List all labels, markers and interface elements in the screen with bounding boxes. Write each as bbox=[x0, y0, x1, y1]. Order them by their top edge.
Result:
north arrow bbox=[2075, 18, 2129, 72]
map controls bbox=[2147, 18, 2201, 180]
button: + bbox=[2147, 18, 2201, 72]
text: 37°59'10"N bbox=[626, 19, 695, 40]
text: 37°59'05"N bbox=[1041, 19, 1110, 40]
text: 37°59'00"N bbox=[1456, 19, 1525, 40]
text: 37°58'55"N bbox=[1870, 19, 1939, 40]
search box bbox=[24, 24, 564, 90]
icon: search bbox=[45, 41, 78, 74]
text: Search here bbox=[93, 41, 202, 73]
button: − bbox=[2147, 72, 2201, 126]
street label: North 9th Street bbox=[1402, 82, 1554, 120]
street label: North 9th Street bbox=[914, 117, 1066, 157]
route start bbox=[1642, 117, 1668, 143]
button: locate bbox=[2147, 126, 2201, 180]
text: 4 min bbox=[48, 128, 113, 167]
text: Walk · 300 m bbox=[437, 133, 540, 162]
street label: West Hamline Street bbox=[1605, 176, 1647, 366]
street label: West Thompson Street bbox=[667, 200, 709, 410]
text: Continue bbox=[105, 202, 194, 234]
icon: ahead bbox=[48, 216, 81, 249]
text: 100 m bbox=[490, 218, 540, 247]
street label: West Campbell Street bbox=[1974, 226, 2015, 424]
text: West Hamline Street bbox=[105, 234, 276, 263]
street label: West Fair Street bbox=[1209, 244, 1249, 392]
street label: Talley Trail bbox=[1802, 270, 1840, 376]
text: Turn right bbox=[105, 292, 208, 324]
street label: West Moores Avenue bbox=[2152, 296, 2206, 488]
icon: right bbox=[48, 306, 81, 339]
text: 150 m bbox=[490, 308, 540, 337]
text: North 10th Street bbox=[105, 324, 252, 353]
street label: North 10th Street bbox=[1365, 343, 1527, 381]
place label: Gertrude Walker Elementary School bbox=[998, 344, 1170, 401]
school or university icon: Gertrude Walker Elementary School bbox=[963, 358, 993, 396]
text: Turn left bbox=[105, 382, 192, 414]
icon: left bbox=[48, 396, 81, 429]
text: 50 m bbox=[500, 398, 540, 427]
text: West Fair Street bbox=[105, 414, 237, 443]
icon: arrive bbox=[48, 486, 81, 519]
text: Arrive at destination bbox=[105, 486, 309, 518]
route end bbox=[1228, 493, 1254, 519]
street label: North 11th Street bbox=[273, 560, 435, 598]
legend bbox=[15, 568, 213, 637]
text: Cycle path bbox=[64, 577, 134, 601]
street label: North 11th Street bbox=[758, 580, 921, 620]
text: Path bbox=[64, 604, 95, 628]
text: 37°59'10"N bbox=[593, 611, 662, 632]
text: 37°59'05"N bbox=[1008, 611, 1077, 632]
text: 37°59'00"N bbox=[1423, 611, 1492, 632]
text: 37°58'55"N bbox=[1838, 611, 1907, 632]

━━━━━━━━━━━━━━━━

The problem ▸
The string to find is "Gertrude"; copy every line of the listing that has it.

Solution to the exercise ▸
place label: Gertrude Walker Elementary School bbox=[998, 344, 1170, 401]
school or university icon: Gertrude Walker Elementary School bbox=[963, 358, 993, 396]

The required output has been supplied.